Economics: Just when you thought it had sloped off forever into the jungle, economists have reported fresh sightings of the Celtic Tiger. Dan McLaughlin at Bank of Ireland has dubbed it "Tiger 2" and said that the economy can grow at 6.5 per cent per annum over the next five years and a number of other forecasters are almost as bullish.
This week's "budget giveaway" headlines will reinforce the impression that the good times are rolling again. In the Department of Finance "champagne Charlie" (who briefly transformed into Mac the Knife in the past two years) has been replaced by Boom Time Brian. Normal tiger transmission, it seems , has been resumed.
Your curmudgeonly correspondent doesn't think it's that simple. This is not to take a dim view of the outlook. The economy has come through the last couple of years with extraordinary resilience. On any reasonable expectation, unemployment should have jumped to well over 5 per cent during the difficult 2001-2002 period , but the jobs market held in. Now growth has resumed, unemployment is on the decline and confidence is returning. Once the international economy can remain healthy, the outlook for Ireland is good.
But that doesn't mark the return of the stripey beast, at least not in my book.
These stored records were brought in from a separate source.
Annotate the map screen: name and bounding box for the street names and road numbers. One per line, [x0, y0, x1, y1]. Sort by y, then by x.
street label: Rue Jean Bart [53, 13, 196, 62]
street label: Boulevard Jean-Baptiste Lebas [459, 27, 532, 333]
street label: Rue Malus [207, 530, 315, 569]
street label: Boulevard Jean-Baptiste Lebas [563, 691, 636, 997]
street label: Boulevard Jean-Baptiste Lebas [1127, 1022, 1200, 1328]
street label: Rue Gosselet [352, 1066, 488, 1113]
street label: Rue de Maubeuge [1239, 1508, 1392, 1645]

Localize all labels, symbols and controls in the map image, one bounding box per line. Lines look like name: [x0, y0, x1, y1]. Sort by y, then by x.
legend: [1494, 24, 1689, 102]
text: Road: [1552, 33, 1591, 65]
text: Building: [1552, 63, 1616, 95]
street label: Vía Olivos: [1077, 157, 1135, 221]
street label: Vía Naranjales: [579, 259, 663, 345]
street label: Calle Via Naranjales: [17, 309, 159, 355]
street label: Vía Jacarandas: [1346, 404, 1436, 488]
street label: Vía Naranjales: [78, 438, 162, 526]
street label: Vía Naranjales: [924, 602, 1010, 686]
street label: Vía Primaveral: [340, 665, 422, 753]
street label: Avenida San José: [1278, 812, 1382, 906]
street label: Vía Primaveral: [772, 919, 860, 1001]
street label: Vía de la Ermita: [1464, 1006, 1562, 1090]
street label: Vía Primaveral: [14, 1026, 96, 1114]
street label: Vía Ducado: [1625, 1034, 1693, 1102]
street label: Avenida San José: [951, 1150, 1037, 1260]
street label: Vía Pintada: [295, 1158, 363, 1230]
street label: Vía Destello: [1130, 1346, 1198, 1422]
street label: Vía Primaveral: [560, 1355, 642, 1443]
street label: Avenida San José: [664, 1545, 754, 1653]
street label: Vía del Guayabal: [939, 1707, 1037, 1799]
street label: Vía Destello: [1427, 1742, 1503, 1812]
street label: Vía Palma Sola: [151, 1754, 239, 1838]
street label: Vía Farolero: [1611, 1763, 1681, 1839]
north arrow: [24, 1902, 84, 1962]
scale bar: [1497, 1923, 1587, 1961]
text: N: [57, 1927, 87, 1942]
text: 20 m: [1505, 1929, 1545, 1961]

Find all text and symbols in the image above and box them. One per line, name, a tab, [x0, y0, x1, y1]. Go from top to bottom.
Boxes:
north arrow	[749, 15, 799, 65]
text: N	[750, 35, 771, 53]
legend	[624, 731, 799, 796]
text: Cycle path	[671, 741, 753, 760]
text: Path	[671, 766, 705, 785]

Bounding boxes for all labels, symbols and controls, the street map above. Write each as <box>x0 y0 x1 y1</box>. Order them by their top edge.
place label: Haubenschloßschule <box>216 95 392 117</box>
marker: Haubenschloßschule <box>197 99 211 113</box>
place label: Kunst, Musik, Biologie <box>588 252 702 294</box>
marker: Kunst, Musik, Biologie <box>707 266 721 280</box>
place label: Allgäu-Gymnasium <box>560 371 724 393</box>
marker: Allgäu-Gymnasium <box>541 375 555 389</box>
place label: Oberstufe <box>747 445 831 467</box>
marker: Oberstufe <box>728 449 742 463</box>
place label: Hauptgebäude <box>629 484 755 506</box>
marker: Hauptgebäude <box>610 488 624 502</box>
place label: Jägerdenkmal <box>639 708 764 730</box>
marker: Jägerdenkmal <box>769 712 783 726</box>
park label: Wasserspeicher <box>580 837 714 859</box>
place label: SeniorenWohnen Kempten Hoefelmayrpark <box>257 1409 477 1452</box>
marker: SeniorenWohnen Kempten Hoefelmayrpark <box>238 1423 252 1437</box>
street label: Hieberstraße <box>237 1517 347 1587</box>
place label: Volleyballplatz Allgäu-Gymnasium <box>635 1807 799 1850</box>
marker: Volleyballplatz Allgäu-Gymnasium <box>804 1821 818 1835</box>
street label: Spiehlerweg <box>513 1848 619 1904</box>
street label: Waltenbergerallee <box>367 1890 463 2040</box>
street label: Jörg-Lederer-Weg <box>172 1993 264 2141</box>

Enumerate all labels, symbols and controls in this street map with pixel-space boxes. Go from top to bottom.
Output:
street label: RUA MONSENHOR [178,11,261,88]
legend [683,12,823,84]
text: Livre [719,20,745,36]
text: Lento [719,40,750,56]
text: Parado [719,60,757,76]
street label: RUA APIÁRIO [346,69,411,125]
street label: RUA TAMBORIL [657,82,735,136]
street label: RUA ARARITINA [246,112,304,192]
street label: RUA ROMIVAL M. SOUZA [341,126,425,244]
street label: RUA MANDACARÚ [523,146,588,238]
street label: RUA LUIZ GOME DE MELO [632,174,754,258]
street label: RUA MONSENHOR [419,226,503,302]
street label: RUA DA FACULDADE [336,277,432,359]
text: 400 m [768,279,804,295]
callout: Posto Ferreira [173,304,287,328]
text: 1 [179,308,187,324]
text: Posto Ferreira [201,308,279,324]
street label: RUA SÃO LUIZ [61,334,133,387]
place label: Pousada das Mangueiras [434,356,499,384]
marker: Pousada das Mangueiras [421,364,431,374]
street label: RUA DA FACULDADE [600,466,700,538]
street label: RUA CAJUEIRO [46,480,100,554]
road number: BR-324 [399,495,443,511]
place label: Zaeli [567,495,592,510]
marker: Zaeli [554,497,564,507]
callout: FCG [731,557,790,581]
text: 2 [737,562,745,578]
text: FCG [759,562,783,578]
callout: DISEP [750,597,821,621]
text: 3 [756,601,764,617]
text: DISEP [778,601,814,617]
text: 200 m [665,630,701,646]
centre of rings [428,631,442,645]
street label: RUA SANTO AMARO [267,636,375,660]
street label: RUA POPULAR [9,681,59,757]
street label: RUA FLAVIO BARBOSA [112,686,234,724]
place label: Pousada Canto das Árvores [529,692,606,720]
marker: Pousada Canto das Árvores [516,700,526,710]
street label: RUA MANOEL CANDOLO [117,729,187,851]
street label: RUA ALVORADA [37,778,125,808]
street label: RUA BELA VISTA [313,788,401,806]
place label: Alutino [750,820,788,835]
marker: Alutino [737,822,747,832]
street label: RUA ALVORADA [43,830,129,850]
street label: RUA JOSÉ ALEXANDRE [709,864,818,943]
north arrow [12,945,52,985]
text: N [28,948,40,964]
This is more than a semantic argument; if the boom times really were rolling again, it would have implications for economic and budget policy which are different from those springing from the solid if unspectacular outlook we are facing.
The Tiger period is best understood as a catch-up phase. The Irish economy had suffered from years of underperformance and growth. A stabilisation of domestic conditions, long-term trends in education, demographic factors and a favourable international picture combined to allow our economy to enter a period of extraordinary growth, with output growing 8-10 per cent a year. And catch up we did, with living standards now at or above the EU average.
What is happening now is fundamentally different. The catch-up is complete. We are now a high-cost economy, with relatively few spare resources and severe congestion problems in some areas. If economic growth goes back to the 8-10 per cent range, then the economy would probably burst.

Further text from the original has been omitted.